I found out last week my fiancé has been cheating. This is the second time I’ve caught him and I’m sure there are other instances I do not know about. The thing is - he does not know I know...
We have a 2 year old son. I am between jobs so have no money. I have debt which he ran up which he IS paying. We also have a car on finance in my name which he pays.
I want to leave but feel I would be shooting myself in the foot if I tell him I know now. He has a lump sum of money due to come into a business account in my name. I know that if I left he would not give me all the money to pay off the debt
- prob just try and send me money each month then default! He would try and take the car (as he pays for it) and buy me a banger. If I leave with the debt not paid I will have to go back to my dads and deal with paying it off for years.
I was thinking;
1 Wait until he gets paid (into my account), pay off the debt, and set aside £20k of savings which I had when we first met but he squandered.

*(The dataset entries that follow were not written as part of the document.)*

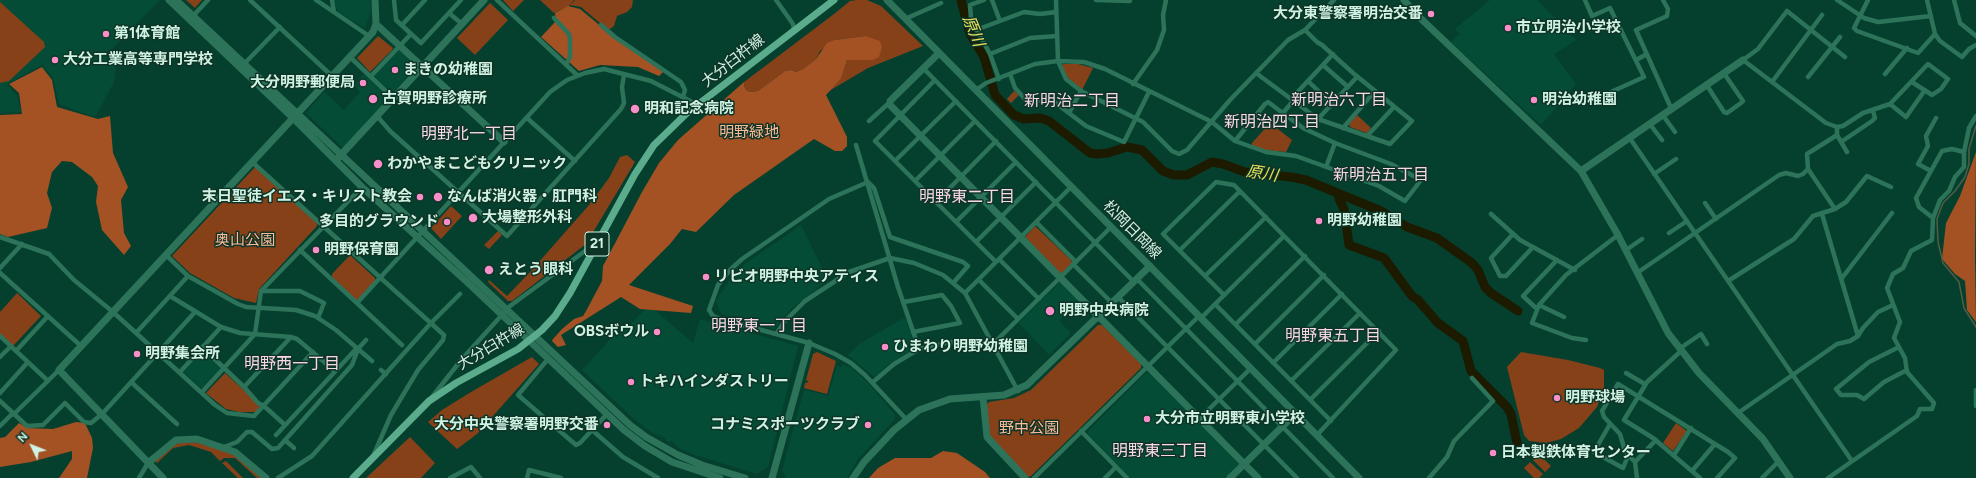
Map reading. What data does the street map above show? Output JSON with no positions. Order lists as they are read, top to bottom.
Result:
{
  "streets": {
    "main road": ["大分臼杵線", "21"],
    "street": ["松岡日岡線"]
  },
  "districts": [
    "新明治六丁目",
    "新明治二丁目",
    "新明治四丁目",
    "明野北一丁目",
    "新明治五丁目",
    "明野東二丁目",
    "明野東一丁目",
    "明野東五丁目",
    "明野西一丁目",
    "明野東三丁目"
  ],
  "water": ["原川"],
  "parks": ["明野緑地", "奥山公園", "野中公園"],
  "places": [
    "大分東警察署明治交番",
    "市立明治小学校",
    "第1体育館",
    "大分工業高等専門学校",
    "まきの幼稚園",
    "大分明野郵便局",
    "古賀明野診療所",
    "明治幼稚園",
    "明和記念病院",
    "わかやまこどもクリニック",
    "末日聖徒イエス・キリスト教会",
    "なんば消火器・肛門科",
    "大場整形外科",
    "明野幼稚園",
    "多目的グラウンド",
    "明野保育園",
    "えとう眼科",
    "リビオ明野中央アティス",
    "明野中央病院",
    "OBSボウル",
    "ひまわり明野幼稚園",
    "明野集会所",
    "トキハインダストリー",
    "明野球場",
    "大分市立明野東小学校",
    "大分中央警察署明野交番",
    "コナミスポーツクラブ",
    "日本製鉄体育センター"
  ],
  "north": "top left"
}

2 By this time I would have secured a job - so happy days - go and rent a flat for me and my boy!
3 Leave him the rest.
What would you do? I’m not a nasty person at all but he has walked over me since we have met and I’ve had enough. Everyone says I’m too soft. He lied about a son he has and has turned my life upside down with lies upon lies.
Mentally I can’t cope. I’ve spent the last 5 days in bed. - I went to the Gp to speak about the fact that I can’t cope and bottled it.

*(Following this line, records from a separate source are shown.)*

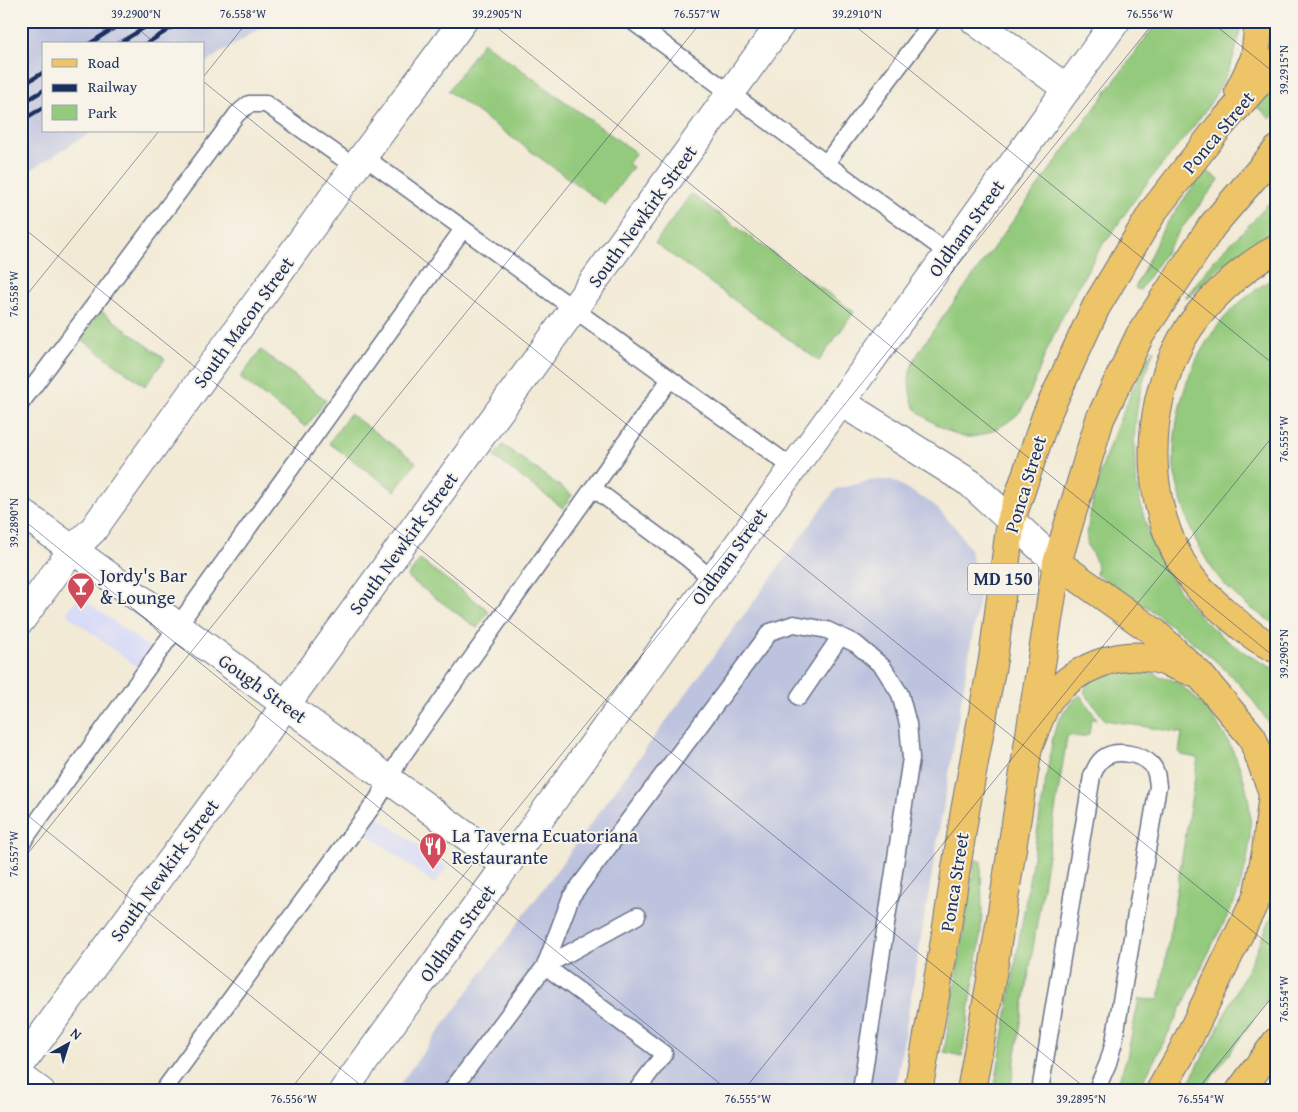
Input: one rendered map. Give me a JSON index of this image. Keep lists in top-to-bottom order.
{
  "streets": {
    "main road": ["Ponca Street", "MD 150"],
    "street": [
      "South Newkirk Street",
      "Oldham Street",
      "South Macon Street",
      "Gough Street"
    ]
  },
  "crossings": [
    ["Ponca Street", "MD 150"],
    ["South Newkirk Street", "Gough Street"],
    ["Oldham Street", "Gough Street"],
    ["South Macon Street", "Gough Street"]
  ],
  "places": {
    "bar": ["Jordy's Bar & Lounge"],
    "restaurant": ["La Taverna Ecuatoriana Restaurante"]
  },
  "legend": ["Road", "Railway", "Park"],
  "north": "top right",
  "coordinates": [
    "39.2900°N",
    "76.558°W",
    "39.2905°N",
    "76.557°W",
    "39.2910°N",
    "76.556°W",
    "39.2915°N",
    "76.555°W",
    "39.2890°N",
    "76.554°W",
    "39.2895°N"
  ]
}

I cry because he’s told other women he is single and has no children. I cry because I am sad. Am I angry? - yes but after last year I’m not surprised he has done it again.
I tried to leave him last year. He because depressed and suicidal so i May have to tread carefully?

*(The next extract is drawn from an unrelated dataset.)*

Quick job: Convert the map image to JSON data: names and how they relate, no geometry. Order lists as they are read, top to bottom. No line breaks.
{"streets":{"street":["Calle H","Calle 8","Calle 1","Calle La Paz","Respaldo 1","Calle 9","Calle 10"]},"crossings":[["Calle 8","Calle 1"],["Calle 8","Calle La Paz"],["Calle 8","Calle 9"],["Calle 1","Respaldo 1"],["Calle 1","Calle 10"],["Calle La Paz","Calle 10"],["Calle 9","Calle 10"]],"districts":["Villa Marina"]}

I’m aiming to wait until the money comes. Then when he is away for work (or with his new gf) pay off what I need and move out.
I don’t want to have anything to do with him other that our son.
I can go back to my dads and live rent free but I would rather start fresh with me and my son. A new job at the salary I am normally on would cover all expenses if I rent.
Speaking to him now as if I don’t know is killing me inside!
Am I being too harsh? What would you do?